> WHAT YOU HAVE TO DO:
Starting at the line with "M666,404v12l-19,1 -1,-11z" and going on through the line with "M603,843l2,25 -18,1 1,6h-11l-1,-5h-7l-1,-15h8l-1,-10z", reproduce each line in the records below exactly and nothing more.

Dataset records
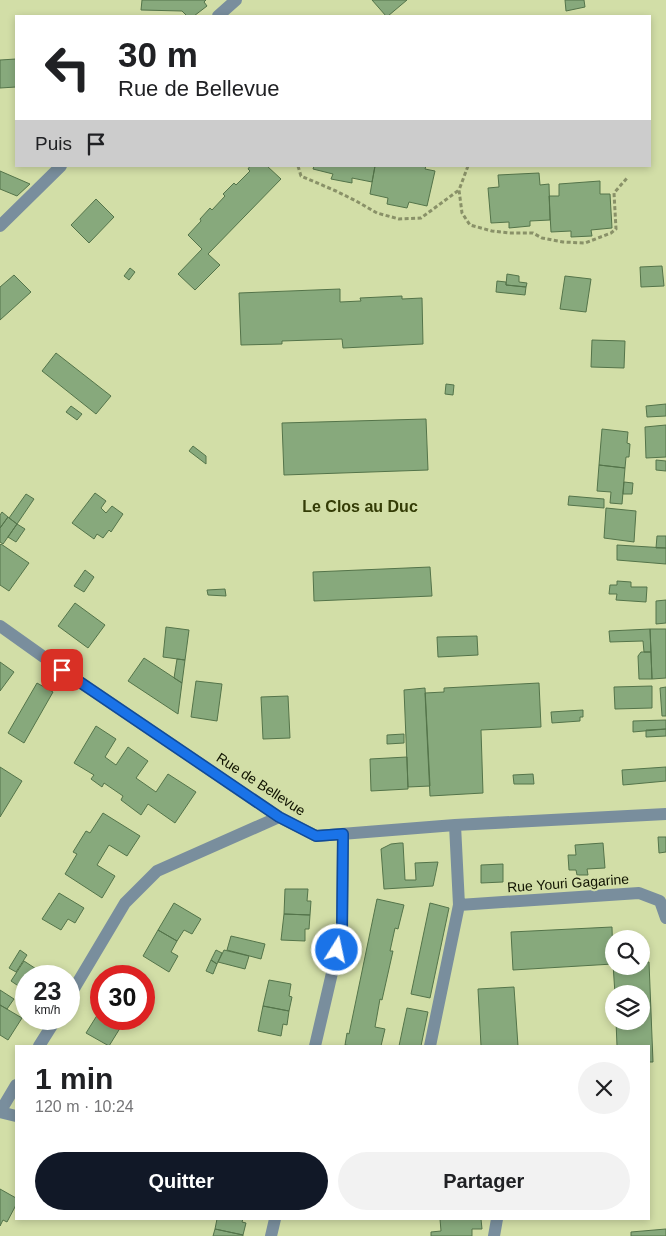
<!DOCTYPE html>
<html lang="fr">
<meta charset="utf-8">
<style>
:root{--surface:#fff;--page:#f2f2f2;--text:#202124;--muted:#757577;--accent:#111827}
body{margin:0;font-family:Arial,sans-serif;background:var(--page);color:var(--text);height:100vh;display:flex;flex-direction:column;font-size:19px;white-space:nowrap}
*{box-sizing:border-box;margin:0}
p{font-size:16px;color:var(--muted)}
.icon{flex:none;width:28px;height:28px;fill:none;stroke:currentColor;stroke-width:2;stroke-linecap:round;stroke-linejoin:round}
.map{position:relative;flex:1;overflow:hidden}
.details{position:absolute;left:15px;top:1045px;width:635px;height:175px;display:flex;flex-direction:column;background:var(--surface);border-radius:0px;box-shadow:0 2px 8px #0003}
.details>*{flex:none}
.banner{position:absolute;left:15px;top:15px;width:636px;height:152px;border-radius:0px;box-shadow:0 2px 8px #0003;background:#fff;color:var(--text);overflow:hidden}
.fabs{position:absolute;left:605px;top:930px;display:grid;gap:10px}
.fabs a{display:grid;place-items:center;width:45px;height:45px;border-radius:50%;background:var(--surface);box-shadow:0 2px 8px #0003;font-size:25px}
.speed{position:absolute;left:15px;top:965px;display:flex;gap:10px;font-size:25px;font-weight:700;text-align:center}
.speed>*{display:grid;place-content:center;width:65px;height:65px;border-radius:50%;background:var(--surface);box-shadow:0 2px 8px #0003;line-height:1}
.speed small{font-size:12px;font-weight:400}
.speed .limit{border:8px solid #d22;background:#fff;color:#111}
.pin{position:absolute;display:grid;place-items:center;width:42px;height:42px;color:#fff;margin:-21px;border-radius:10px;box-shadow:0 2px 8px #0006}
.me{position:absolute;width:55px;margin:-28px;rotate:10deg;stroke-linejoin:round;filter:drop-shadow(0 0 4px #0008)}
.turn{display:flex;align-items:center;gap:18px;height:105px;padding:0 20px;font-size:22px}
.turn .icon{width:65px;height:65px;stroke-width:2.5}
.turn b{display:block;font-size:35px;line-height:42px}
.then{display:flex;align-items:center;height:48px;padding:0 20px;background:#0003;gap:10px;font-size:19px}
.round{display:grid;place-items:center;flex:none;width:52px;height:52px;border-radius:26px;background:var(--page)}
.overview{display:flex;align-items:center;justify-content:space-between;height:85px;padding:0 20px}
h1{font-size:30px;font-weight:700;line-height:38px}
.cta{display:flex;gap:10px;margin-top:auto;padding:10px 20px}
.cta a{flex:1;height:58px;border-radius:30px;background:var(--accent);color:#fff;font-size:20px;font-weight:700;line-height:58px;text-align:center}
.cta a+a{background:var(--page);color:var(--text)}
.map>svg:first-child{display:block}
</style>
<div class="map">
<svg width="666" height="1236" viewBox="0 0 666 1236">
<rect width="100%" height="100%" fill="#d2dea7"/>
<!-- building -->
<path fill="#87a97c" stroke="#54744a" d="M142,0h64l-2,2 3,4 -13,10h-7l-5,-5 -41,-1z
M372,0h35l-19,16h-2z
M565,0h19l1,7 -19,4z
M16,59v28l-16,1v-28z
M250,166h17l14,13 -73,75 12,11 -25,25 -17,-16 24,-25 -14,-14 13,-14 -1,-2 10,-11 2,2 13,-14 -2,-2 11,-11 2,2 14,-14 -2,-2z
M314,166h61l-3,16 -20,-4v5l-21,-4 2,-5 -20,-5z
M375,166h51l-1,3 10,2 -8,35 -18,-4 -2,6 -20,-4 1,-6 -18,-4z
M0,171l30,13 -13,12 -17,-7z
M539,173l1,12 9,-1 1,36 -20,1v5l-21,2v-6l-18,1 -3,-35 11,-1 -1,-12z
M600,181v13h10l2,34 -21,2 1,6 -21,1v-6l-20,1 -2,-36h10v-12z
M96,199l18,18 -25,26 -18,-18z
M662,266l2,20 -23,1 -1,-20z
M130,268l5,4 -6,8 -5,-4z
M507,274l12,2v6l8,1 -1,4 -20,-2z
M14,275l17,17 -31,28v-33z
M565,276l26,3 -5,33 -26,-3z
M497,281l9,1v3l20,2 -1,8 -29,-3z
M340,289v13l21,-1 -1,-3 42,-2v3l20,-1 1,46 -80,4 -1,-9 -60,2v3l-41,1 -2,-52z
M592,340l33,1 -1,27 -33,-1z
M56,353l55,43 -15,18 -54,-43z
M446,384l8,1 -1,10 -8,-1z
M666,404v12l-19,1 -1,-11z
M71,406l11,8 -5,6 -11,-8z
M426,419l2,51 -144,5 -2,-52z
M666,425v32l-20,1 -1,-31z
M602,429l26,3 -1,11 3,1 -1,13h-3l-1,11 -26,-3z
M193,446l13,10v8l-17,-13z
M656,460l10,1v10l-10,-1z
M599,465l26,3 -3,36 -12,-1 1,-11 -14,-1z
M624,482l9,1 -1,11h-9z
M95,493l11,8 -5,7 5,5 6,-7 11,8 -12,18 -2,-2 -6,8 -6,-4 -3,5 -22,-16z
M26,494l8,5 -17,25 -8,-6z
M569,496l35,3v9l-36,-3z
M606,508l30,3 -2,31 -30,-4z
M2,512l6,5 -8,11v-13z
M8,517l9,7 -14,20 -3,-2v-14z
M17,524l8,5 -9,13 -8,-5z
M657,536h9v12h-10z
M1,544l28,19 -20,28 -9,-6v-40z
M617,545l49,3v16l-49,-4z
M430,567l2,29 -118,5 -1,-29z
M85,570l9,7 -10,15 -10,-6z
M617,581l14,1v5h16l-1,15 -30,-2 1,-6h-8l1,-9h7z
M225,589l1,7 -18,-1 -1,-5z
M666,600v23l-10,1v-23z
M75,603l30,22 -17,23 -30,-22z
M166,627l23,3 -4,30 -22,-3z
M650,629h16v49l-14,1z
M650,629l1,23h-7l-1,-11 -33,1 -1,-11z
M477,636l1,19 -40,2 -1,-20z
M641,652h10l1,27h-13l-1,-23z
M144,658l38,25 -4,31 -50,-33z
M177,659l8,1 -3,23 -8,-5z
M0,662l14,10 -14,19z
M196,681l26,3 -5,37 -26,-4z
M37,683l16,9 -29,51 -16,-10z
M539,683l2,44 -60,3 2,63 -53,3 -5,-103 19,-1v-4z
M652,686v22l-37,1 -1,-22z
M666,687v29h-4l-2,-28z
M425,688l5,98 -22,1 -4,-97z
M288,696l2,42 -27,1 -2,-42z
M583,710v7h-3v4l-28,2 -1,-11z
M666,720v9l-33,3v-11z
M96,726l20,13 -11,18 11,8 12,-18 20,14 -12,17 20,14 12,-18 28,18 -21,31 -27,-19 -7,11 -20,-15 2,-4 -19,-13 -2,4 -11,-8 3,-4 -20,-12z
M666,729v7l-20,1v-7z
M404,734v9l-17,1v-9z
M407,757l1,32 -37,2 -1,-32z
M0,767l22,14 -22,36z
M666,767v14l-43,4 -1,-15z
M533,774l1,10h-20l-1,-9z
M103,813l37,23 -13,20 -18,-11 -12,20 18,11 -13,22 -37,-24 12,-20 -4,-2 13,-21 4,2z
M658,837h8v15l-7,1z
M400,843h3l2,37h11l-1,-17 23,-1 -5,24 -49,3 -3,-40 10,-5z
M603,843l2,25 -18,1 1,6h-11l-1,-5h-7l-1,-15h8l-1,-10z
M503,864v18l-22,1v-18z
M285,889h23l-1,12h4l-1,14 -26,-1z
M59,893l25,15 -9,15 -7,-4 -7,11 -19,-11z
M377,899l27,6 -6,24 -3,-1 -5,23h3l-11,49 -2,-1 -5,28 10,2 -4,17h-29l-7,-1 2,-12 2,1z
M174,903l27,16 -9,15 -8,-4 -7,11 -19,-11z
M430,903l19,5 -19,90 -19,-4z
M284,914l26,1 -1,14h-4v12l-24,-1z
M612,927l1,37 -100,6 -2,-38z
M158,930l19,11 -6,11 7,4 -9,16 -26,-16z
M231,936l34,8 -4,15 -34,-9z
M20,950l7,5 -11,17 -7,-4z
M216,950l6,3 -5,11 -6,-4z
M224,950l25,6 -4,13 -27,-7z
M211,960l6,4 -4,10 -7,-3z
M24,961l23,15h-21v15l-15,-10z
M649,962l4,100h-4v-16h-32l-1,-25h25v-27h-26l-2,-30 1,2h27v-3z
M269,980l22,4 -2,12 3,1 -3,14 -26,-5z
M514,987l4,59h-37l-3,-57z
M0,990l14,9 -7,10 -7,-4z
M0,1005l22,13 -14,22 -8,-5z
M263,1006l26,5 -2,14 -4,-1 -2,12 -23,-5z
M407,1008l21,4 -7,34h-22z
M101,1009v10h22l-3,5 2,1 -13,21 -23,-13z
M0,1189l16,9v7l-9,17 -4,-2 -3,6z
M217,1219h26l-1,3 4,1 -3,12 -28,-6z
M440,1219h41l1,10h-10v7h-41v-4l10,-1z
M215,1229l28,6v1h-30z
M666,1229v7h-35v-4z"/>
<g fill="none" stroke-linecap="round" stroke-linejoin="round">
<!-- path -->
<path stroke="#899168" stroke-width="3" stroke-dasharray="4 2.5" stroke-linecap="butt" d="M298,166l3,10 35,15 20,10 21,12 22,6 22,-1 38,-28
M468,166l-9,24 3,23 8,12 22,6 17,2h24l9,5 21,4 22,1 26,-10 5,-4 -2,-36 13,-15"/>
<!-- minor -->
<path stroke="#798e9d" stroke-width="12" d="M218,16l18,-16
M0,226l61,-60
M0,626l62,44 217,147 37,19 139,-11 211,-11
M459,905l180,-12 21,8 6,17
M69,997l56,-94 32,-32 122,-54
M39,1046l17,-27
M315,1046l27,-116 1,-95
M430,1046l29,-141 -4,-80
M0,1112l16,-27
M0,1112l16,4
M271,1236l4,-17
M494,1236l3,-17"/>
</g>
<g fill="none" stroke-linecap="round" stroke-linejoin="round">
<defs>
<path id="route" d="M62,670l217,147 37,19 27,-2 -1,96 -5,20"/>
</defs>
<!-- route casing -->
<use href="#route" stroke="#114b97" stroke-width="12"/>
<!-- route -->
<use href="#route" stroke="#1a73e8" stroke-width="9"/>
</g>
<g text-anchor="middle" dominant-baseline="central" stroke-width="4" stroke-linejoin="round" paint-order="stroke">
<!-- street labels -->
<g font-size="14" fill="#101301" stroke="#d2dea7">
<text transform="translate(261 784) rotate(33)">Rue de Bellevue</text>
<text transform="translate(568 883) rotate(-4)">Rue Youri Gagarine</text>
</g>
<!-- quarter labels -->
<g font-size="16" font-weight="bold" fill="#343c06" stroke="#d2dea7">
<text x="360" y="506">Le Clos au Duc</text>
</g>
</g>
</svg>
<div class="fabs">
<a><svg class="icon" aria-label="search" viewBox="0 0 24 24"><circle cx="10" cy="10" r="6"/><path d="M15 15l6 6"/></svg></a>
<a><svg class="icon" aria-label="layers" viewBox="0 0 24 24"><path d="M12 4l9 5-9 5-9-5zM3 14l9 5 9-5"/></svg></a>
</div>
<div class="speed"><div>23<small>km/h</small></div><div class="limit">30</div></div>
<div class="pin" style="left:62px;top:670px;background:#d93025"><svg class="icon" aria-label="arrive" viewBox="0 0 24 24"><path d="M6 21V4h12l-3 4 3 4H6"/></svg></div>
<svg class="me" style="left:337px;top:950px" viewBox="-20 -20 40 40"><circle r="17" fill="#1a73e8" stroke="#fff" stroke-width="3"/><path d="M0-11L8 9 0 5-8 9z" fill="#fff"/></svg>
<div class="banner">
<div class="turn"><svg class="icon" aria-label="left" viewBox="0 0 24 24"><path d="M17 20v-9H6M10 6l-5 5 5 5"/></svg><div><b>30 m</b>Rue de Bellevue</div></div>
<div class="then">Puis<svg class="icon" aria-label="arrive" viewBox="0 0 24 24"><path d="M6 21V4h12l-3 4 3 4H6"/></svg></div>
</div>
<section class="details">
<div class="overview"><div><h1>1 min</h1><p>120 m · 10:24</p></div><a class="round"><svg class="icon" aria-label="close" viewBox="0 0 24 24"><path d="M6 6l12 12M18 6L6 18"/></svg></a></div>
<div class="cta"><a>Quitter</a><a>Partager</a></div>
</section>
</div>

> TASK OUTPUT:
M666,404v12l-19,1 -1,-11z
M71,406l11,8 -5,6 -11,-8z
M426,419l2,51 -144,5 -2,-52z
M666,425v32l-20,1 -1,-31z
M602,429l26,3 -1,11 3,1 -1,13h-3l-1,11 -26,-3z
M193,446l13,10v8l-17,-13z
M656,460l10,1v10l-10,-1z
M599,465l26,3 -3,36 -12,-1 1,-11 -14,-1z
M624,482l9,1 -1,11h-9z
M95,493l11,8 -5,7 5,5 6,-7 11,8 -12,18 -2,-2 -6,8 -6,-4 -3,5 -22,-16z
M26,494l8,5 -17,25 -8,-6z
M569,496l35,3v9l-36,-3z
M606,508l30,3 -2,31 -30,-4z
M2,512l6,5 -8,11v-13z
M8,517l9,7 -14,20 -3,-2v-14z
M17,524l8,5 -9,13 -8,-5z
M657,536h9v12h-10z
M1,544l28,19 -20,28 -9,-6v-40z
M617,545l49,3v16l-49,-4z
M430,567l2,29 -118,5 -1,-29z
M85,570l9,7 -10,15 -10,-6z
M617,581l14,1v5h16l-1,15 -30,-2 1,-6h-8l1,-9h7z
M225,589l1,7 -18,-1 -1,-5z
M666,600v23l-10,1v-23z
M75,603l30,22 -17,23 -30,-22z
M166,627l23,3 -4,30 -22,-3z
M650,629h16v49l-14,1z
M650,629l1,23h-7l-1,-11 -33,1 -1,-11z
M477,636l1,19 -40,2 -1,-20z
M641,652h10l1,27h-13l-1,-23z
M144,658l38,25 -4,31 -50,-33z
M177,659l8,1 -3,23 -8,-5z
M0,662l14,10 -14,19z
M196,681l26,3 -5,37 -26,-4z
M37,683l16,9 -29,51 -16,-10z
M539,683l2,44 -60,3 2,63 -53,3 -5,-103 19,-1v-4z
M652,686v22l-37,1 -1,-22z
M666,687v29h-4l-2,-28z
M425,688l5,98 -22,1 -4,-97z
M288,696l2,42 -27,1 -2,-42z
M583,710v7h-3v4l-28,2 -1,-11z
M666,720v9l-33,3v-11z
M96,726l20,13 -11,18 11,8 12,-18 20,14 -12,17 20,14 12,-18 28,18 -21,31 -27,-19 -7,11 -20,-15 2,-4 -19,-13 -2,4 -11,-8 3,-4 -20,-12z
M666,729v7l-20,1v-7z
M404,734v9l-17,1v-9z
M407,757l1,32 -37,2 -1,-32z
M0,767l22,14 -22,36z
M666,767v14l-43,4 -1,-15z
M533,774l1,10h-20l-1,-9z
M103,813l37,23 -13,20 -18,-11 -12,20 18,11 -13,22 -37,-24 12,-20 -4,-2 13,-21 4,2z
M658,837h8v15l-7,1z
M400,843h3l2,37h11l-1,-17 23,-1 -5,24 -49,3 -3,-40 10,-5z
M603,843l2,25 -18,1 1,6h-11l-1,-5h-7l-1,-15h8l-1,-10z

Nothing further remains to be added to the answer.